Array·photomaker·by Tencent

Create photos, paintings and avatars for anyone in any style within seconds.

Try it now →

API reference

Runtime (p50): 1m
Estimated price: $0.00108 / sec

Call the API

prediction.sh

curl -X POST \
  -H "X-API-Key: $EACHLABS_API_KEY" \
  -H "Content-Type: application/json" \
  --data '{
    "model": "photomaker",
    "version": "0.0.1",
    "input": {
        "prompt": "A photo of a scientist img receiving the Nobel Prize",
        "num_steps": 50,
        "style_name": "Photographic (Default)",
        "input_image": "https://cdn.eachlabs.ai/ipfs/KFkSv1oX0v3e7GnOrmzULGqCA8222pC6FI2EKcfuCZWxvHN3/newton_0.jpg",
        "num_outputs": 1,
        "guidance_scale": 5,
        "negative_prompt": "nsfw, lowres, bad anatomy, bad hands, text, error, missing fingers, extra digit, fewer digits, cropped, worst quality, low quality, normal quality, jpeg artifacts, signature, watermark, username, blurry",
        "style_strength_ratio": 20
    },
    "webhook_url": ""
}' \
  https://api.eachlabs.ai/v1/prediction/

Documentation8 sections

Overview
photomaker — Text-to-Image AI Model

photomaker from Tencent empowers creators to generate photorealistic photos, paintings, and avatars in any style within seconds, solving the challenge of rapid, high-fidelity visual content creation for personal and professional use. Developed by Tencent as part of the photomaker family, this text-to-image AI model leverages a powerful native multimodal architecture with 80B parameters (13B active MoE) for ultra-high quality outputs that rival premium models like FLUX. Ideal for users searching for Tencent text-to-image solutions, photomaker delivers consistent style adherence and detail from simple text prompts, making it a go-to for AI image generator API integrations.
Capabilities
Portrait Enhancement:
- Automatically improves skin texture, lighting, and overall clarity.
Style Transfer:
- Transforms photos into unique artistic styles such as Cinematic, Disney Character, Digital Art, Photographic, Fantasy Art, Neonpunk, Enhance, Comic Book, Lowpoly, and Line Art.
Creative Transformations:
- Modify images for creative use in marketing, social media, or personal projects.
Background Adjustments:
- Seamlessly edit or replace backgrounds while preserving subject integrity.
- Combine up to four input images for enhanced results.
- Generate images using textual prompts with adjustable guidance.
- Apply prebuilt or custom styles to create unique visuals.
- Produce multiple output images in a single execution.
- Fine-tune image details with parameters like style_strength_ratio and guidance_scale.
Use cases
Use Cases for photomaker

For content creators and designers, photomaker excels in avatar generation: input a text prompt like "professional headshot of a young entrepreneur in cyberpunk style, neon lights, detailed face" paired with a reference selfie, and receive a stylized yet identity-consistent portrait ready for social media or NFTs in seconds—leveraging its multimodal precision for unmatched consistency.
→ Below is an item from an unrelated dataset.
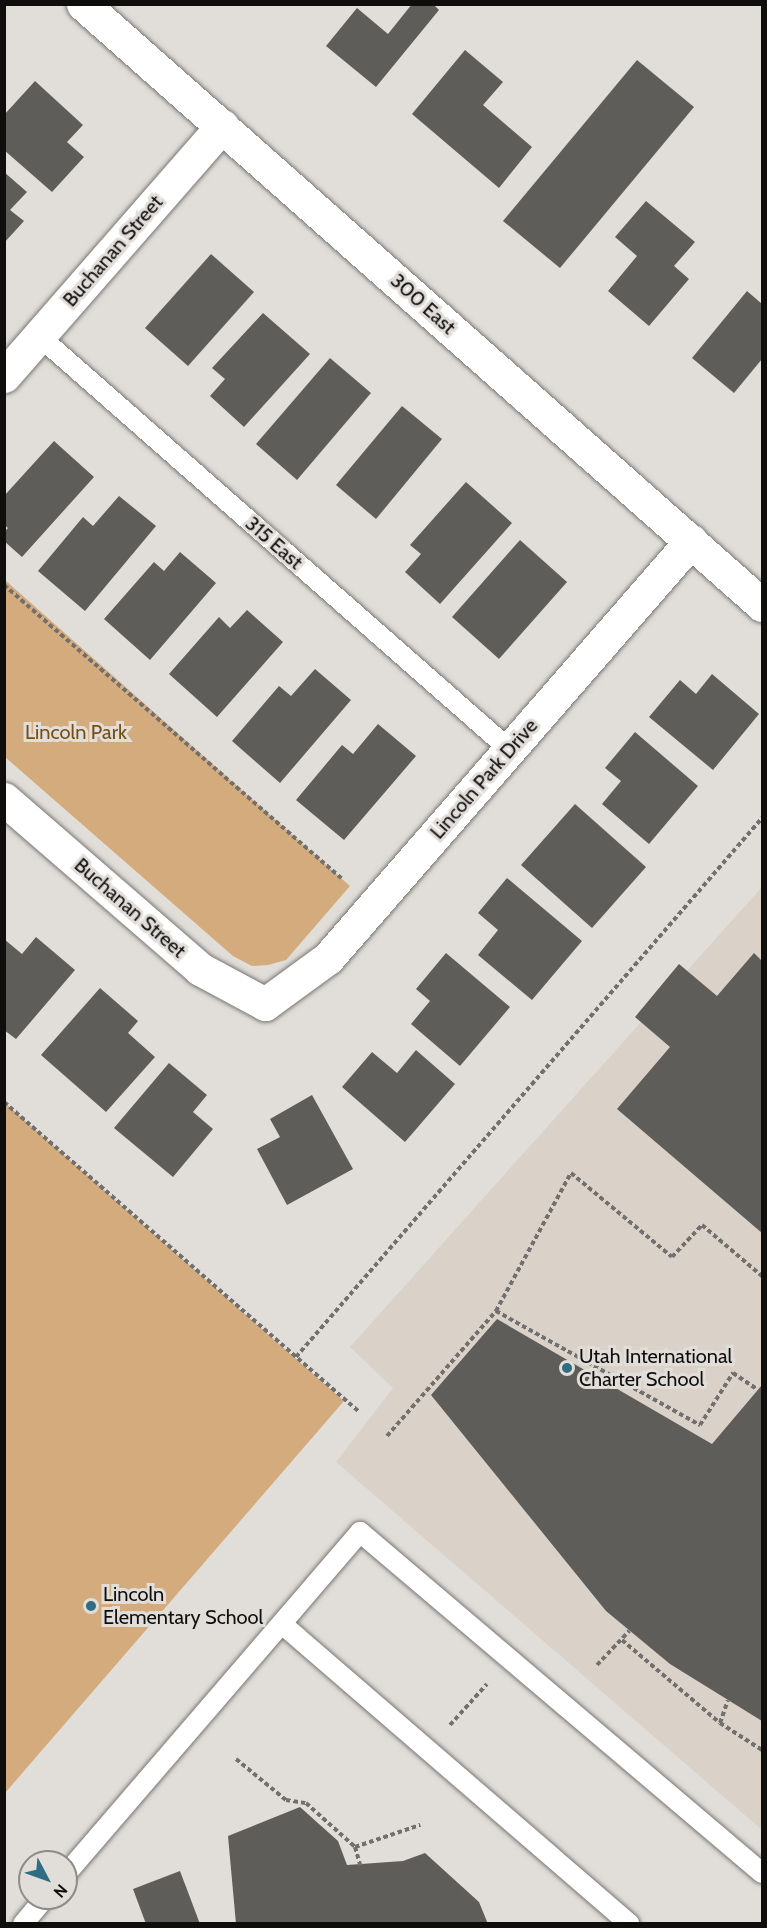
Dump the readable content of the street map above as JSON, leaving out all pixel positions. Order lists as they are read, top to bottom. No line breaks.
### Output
{"streets":{"street":["Buchanan Street","300 East","Lincoln Park Drive"],"lane":["315 East"]},"crossings":[["Buchanan Street","300 East"],["Buchanan Street","315 East"],["Buchanan Street","Lincoln Park Drive"],["300 East","Lincoln Park Drive"],["315 East","Lincoln Park Drive"]],"parks":["Lincoln Park"],"places":["Utah International Charter School","Lincoln Elementary School"],"north":"bottom right"}
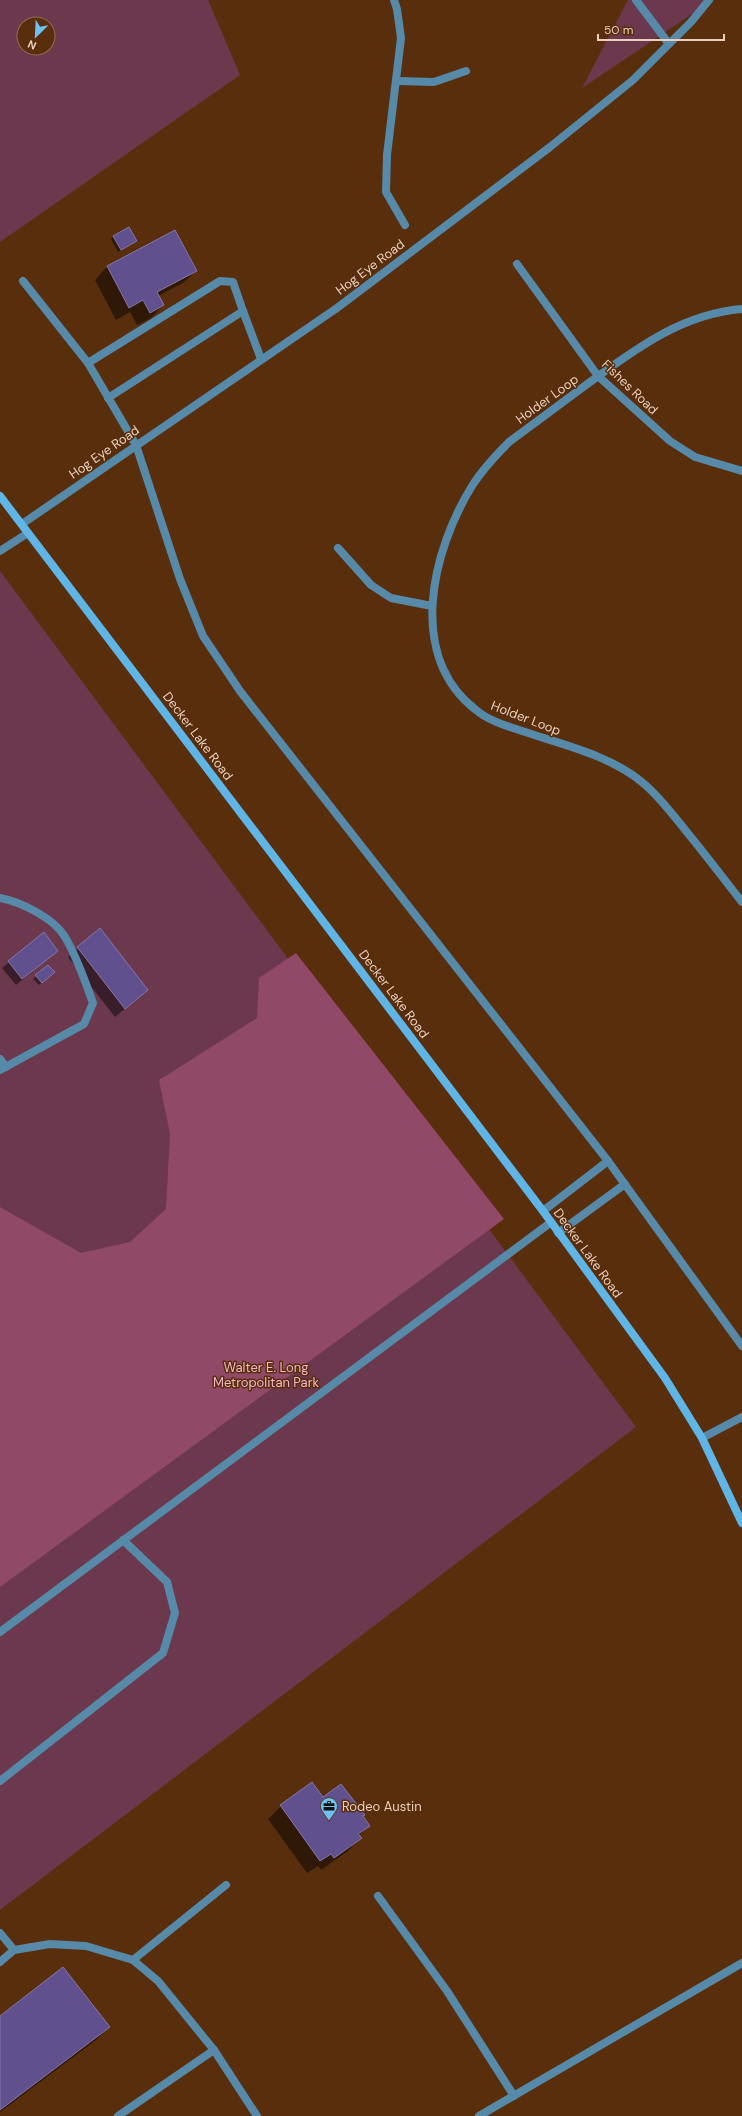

Marketers building e-commerce visuals use photomaker to create product renders; describe "laptop on a minimalist desk with tropical sunset lighting, photorealistic" to produce high-res assets that enhance listings without photoshoots, capitalizing on its ultra-high quality for realistic textures and lighting.

Developers integrating Tencent text-to-image into apps turn to photomaker for scalable backends; its efficient MoE architecture supports batch processing of user prompts for personalized graphics, ideal for platforms needing fast, diverse outputs like gaming avatars or ad customizers.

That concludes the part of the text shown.